## Instructions to follow
Would you restate every entry below word for word? Leave out the pictures.
━━━━━━━━━━━━━━━━
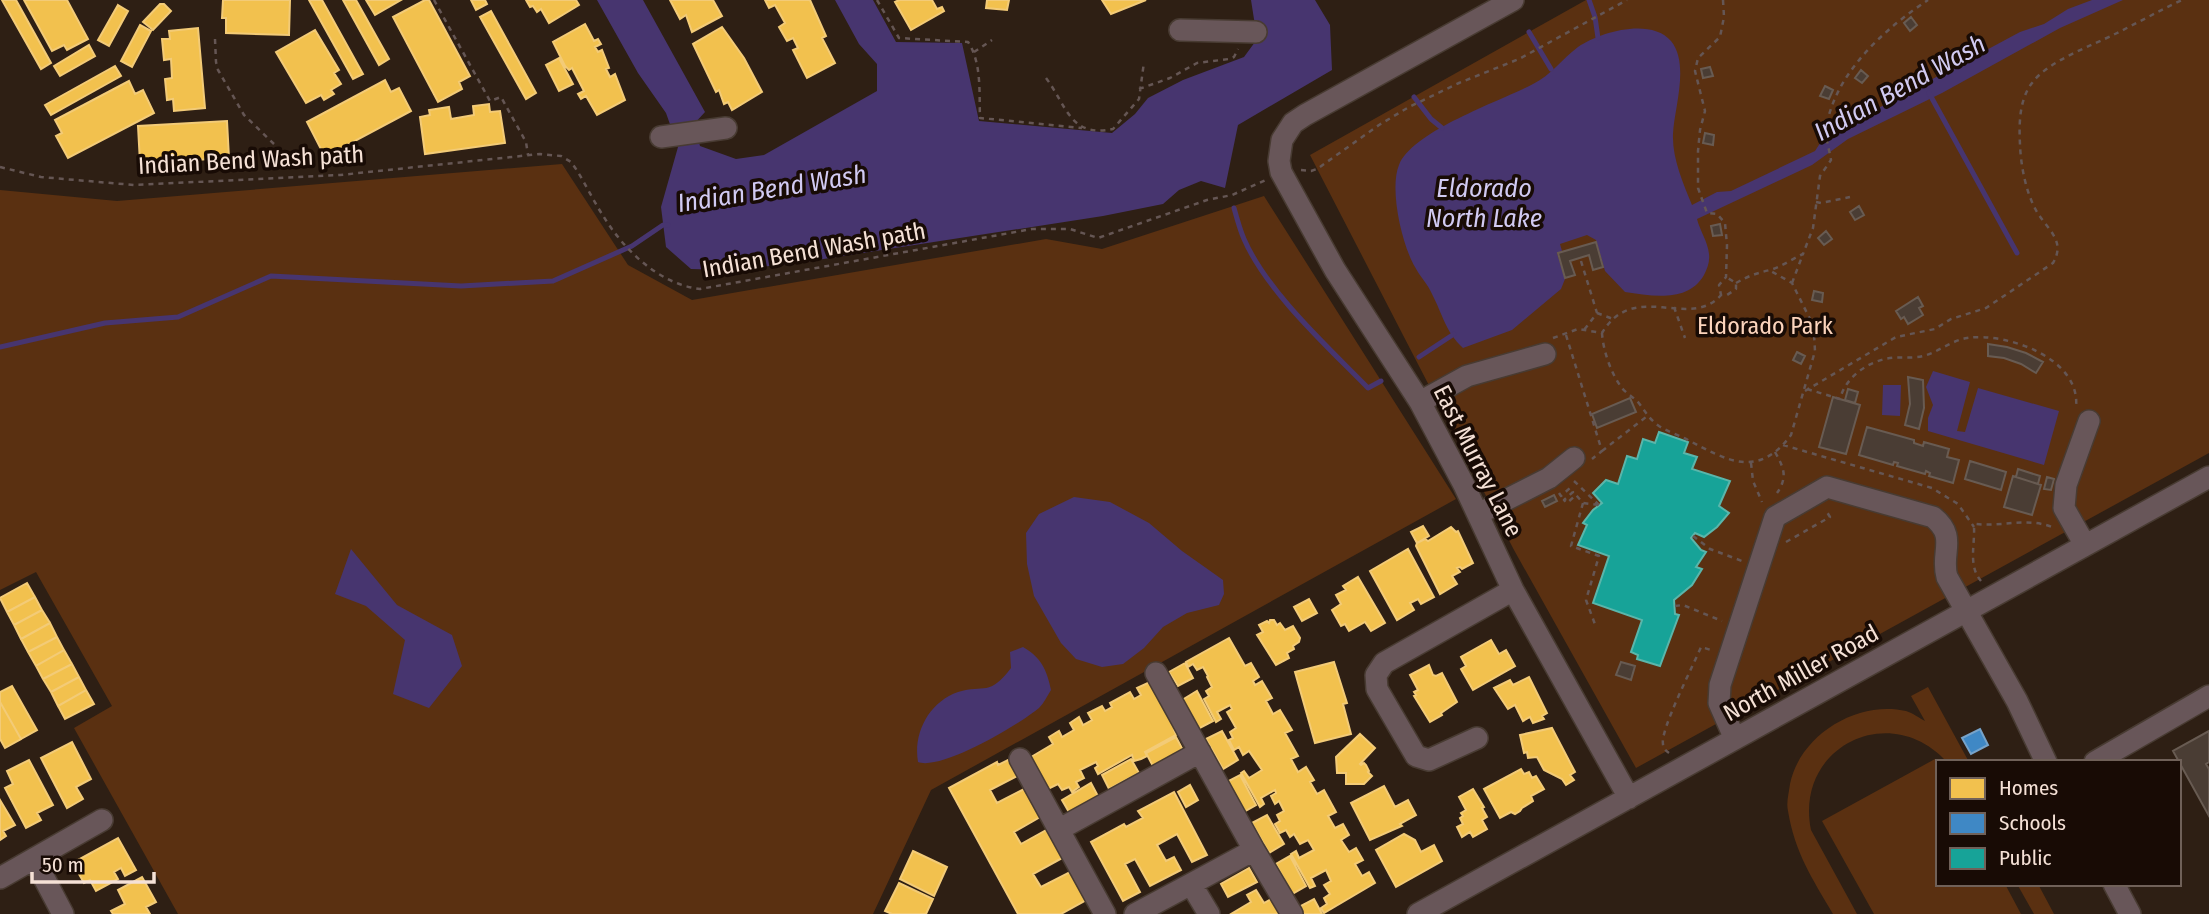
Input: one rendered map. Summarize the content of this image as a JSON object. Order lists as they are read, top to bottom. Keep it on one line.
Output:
{"streets":{"street":["East Murray Lane","North Miller Road"],"path":["Indian Bend Wash path"]},"crossings":[["East Murray Lane","North Miller Road"]],"water":["Indian Bend Wash","Eldorado North Lake"],"parks":["Eldorado Park"],"legend":["Homes","Schools","Public"],"scale_bar":"50 m"}
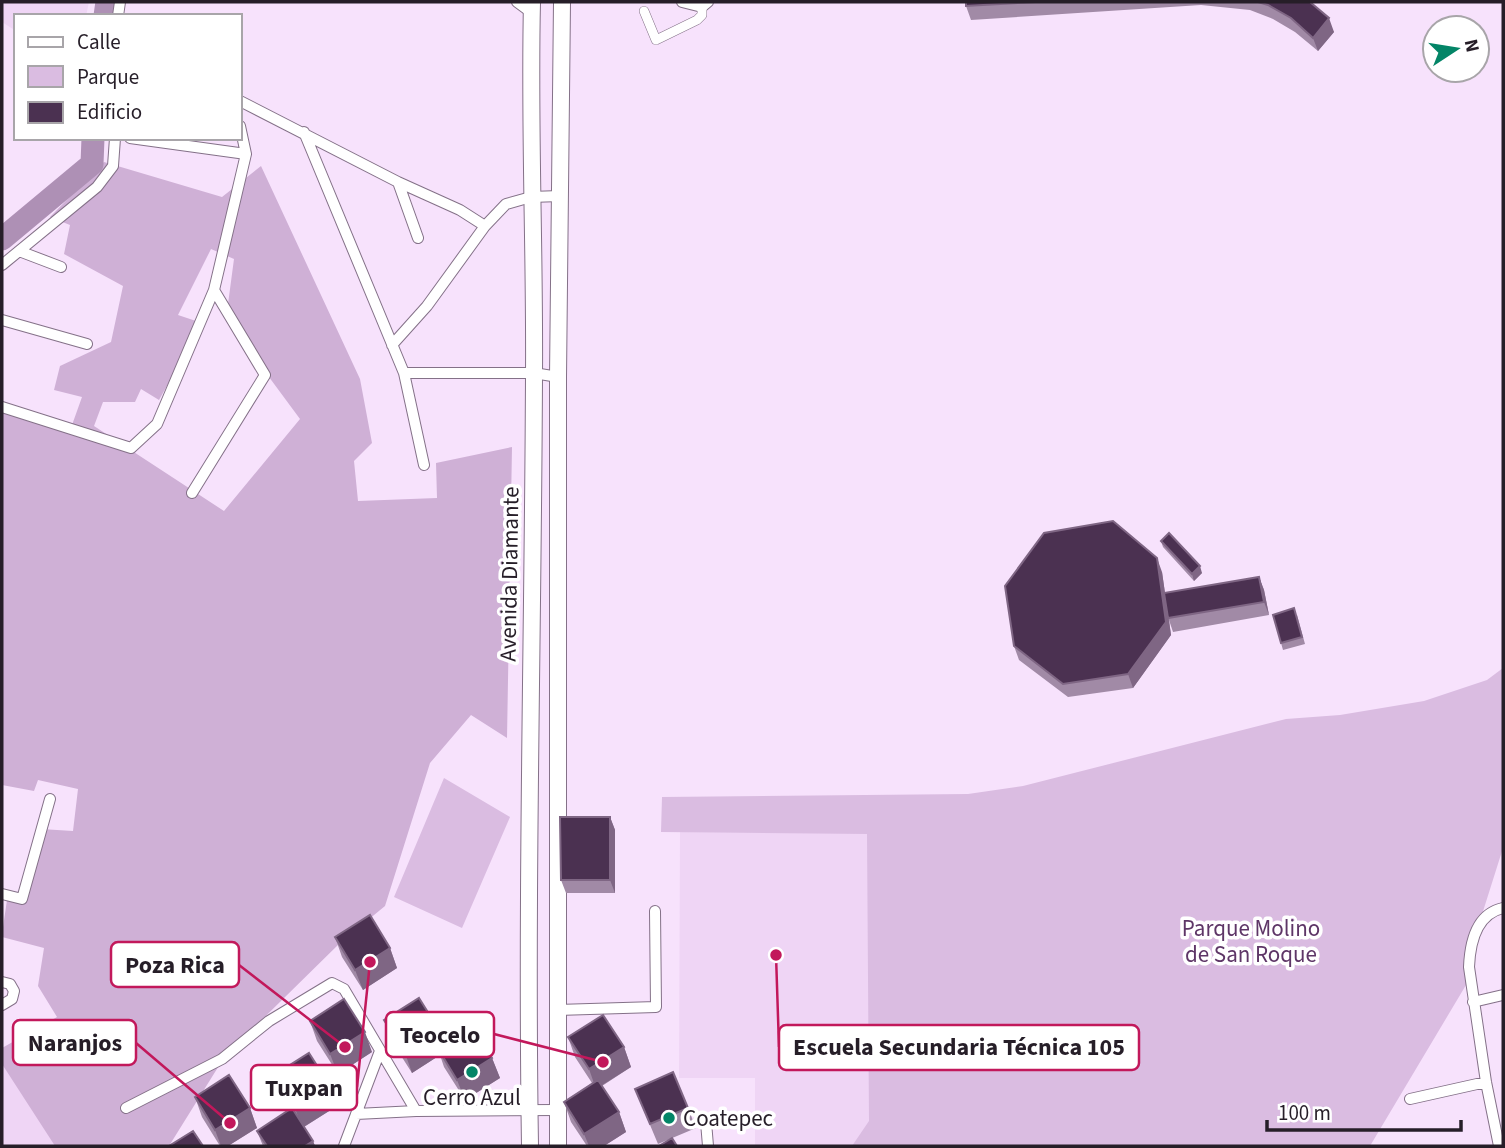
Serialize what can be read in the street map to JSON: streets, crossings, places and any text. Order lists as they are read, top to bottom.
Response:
{
  "streets": {
    "main road": ["Avenida Diamante"]
  },
  "parks": ["Parque Molino de San Roque"],
  "places": [
    "Escuela Secundaria Técnica 105",
    "Tuxpan",
    "Poza Rica",
    "Teocelo",
    "Cerro Azul",
    "Coatepec",
    "Naranjos"
  ],
  "legend": ["Calle", "Parque", "Edificio"],
  "scale_bar": "100 m",
  "north": "right"
}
━━━━━━━━━━━━━━━━
## The answer
Input: one rendered map. Summarize the content of this image as a JSON object. Order lists as they are read, top to bottom. Keep it on one line.
Output:
{"streets":{"street":["East Murray Lane","North Miller Road"],"path":["Indian Bend Wash path"]},"crossings":[["East Murray Lane","North Miller Road"]],"water":["Indian Bend Wash","Eldorado North Lake"],"parks":["Eldorado Park"],"legend":["Homes","Schools","Public"],"scale_bar":"50 m"}
Serialize what can be read in the street map to JSON: streets, crossings, places and any text. Order lists as they are read, top to bottom.
Response:
{
  "streets": {
    "main road": ["Avenida Diamante"]
  },
  "parks": ["Parque Molino de San Roque"],
  "places": [
    "Escuela Secundaria Técnica 105",
    "Tuxpan",
    "Poza Rica",
    "Teocelo",
    "Cerro Azul",
    "Coatepec",
    "Naranjos"
  ],
  "legend": ["Calle", "Parque", "Edificio"],
  "scale_bar": "100 m",
  "north": "right"
}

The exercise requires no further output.